The mobile station can be pre-tested in a factory or assembly plant with a SIM card inserted by connecting to the service provider network, activating the connection to the network, assigning a fixed IP address and operating the device in trial mode. The mobile station can be prepared for shipment by deactivating the connection to the service provider network and leaving the SIM card in the device still containing the fixed IP address. This is called shipping the device in sleeping mode. The mobile station arrives in the hands of the user and is switched on it will signal the network that it is ready for activation, identifying itself by means of the fixed IP address which has remained constantly in the SIM card in the device. The mobile station can be remotely activated and connected to the service provider network selected by the network or that which is profiled in the SIM card thus converting the device from sleeping mode to active mode. When the mobile station is remotely activated it will remain in constant contact with the network and the user via the back office function.

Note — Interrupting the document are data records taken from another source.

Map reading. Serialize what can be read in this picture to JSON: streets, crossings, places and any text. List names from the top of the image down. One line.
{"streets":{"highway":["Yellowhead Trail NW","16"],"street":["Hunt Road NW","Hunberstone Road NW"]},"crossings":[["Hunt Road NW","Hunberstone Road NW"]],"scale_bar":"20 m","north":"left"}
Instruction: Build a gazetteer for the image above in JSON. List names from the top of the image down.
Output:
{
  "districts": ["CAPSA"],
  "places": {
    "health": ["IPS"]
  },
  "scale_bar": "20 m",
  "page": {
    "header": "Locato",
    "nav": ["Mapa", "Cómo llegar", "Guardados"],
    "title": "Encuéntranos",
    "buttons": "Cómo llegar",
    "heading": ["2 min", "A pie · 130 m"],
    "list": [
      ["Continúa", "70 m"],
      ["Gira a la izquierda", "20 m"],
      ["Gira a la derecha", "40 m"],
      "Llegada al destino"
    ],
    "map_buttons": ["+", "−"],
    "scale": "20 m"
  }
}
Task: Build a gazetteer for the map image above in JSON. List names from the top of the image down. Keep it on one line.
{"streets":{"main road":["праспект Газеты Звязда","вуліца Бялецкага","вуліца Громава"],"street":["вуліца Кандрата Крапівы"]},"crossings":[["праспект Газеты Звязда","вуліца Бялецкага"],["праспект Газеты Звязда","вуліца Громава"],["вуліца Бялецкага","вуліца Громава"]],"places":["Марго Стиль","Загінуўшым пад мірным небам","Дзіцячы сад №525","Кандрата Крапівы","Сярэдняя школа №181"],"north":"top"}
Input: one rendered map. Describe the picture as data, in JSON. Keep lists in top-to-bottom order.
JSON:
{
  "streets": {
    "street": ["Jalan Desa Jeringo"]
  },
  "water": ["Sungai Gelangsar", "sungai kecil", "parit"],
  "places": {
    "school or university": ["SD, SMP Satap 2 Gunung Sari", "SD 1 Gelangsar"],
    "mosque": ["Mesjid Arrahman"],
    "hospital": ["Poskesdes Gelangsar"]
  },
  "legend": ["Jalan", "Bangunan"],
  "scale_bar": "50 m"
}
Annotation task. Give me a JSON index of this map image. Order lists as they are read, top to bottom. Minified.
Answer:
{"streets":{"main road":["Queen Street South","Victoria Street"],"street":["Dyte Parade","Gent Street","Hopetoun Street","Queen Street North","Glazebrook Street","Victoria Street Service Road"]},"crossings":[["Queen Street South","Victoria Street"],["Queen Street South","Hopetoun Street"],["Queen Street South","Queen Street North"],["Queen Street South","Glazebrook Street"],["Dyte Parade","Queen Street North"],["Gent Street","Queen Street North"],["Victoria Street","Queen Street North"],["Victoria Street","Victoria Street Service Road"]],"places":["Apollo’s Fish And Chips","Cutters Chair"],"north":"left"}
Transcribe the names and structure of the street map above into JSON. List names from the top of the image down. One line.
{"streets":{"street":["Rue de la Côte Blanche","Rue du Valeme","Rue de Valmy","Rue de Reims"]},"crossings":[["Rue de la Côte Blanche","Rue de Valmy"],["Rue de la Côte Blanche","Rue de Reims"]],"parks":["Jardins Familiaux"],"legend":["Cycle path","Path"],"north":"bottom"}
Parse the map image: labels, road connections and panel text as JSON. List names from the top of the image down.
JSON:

The mobile network site 120 comprises a server 121 (or several) for running applications, such as FTP server, Radius server, encryption/decryption, compression etc. The server also keeps track of assigned fixed IP addresses to the mobile stations, and customer information in a data base 124 as mentioned above. The site 120 also comprises a gateway or router 123 to manage the connections and data flowing between the server(s) and the service providers.

The site 120 also comprises a firewall 122 (or several) which contains the main rules of management of the server site and dictates the creation and management of private Fixed IP addresses in the Internet domain.

The server may be computer comprising processor(s), memory(ies), mass storage, internal and external interaction interfaces all arranged and operated in way well known for a skilled person.

The firewall is arranged to provide the rules of the interaction of the servers with the routers, the data base, the Internet, the VPNs and all other elements of the service provider site.

The firewall also acts as a first line of defense and security to all parts of the service provider site and the connections with the service providers.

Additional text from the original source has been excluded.